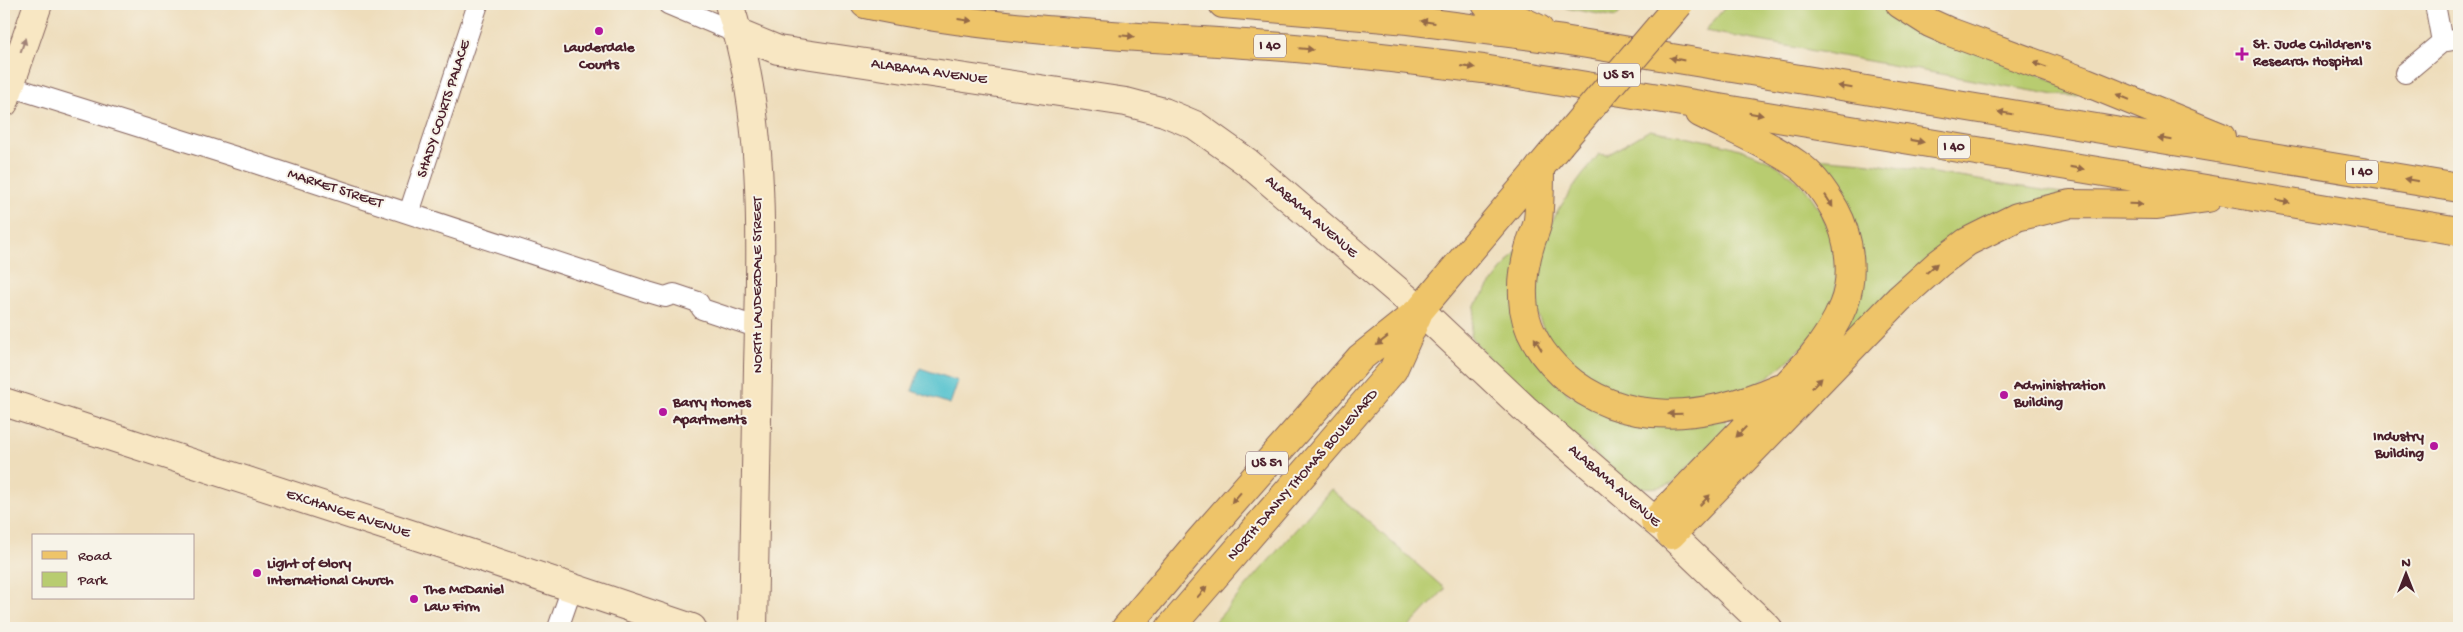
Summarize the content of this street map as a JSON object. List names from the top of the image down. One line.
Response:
{"streets":{"main road":["I 40","US 51","NORTH DANNY THOMAS BOULEVARD"],"street":["ALABAMA AVENUE","SHADY COURTS PALACE","MARKET STREET","NORTH LAUDERDALE STREET","EXCHANGE AVENUE"]},"crossings":[["ALABAMA AVENUE","NORTH LAUDERDALE STREET"],["ALABAMA AVENUE","NORTH DANNY THOMAS BOULEVARD"],["SHADY COURTS PALACE","MARKET STREET"],["MARKET STREET","NORTH LAUDERDALE STREET"]],"places":{"other":["Lauderdale Courts","Administration Building","Barry Homes Apartments","Industry Building","Light of Glory International Church","The McDaniel Law Firm"],"health":["St. Jude Children's Research Hospital"]},"legend":["Road","Park"],"north":"top"}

What the exercise asks:
Return the listing above word for word. Keep the images out.

Written reply:
Summarize the content of this street map as a JSON object. List names from the top of the image down. One line.
Response:
{"streets":{"main road":["I 40","US 51","NORTH DANNY THOMAS BOULEVARD"],"street":["ALABAMA AVENUE","SHADY COURTS PALACE","MARKET STREET","NORTH LAUDERDALE STREET","EXCHANGE AVENUE"]},"crossings":[["ALABAMA AVENUE","NORTH LAUDERDALE STREET"],["ALABAMA AVENUE","NORTH DANNY THOMAS BOULEVARD"],["SHADY COURTS PALACE","MARKET STREET"],["MARKET STREET","NORTH LAUDERDALE STREET"]],"places":{"other":["Lauderdale Courts","Administration Building","Barry Homes Apartments","Industry Building","Light of Glory International Church","The McDaniel Law Firm"],"health":["St. Jude Children's Research Hospital"]},"legend":["Road","Park"],"north":"top"}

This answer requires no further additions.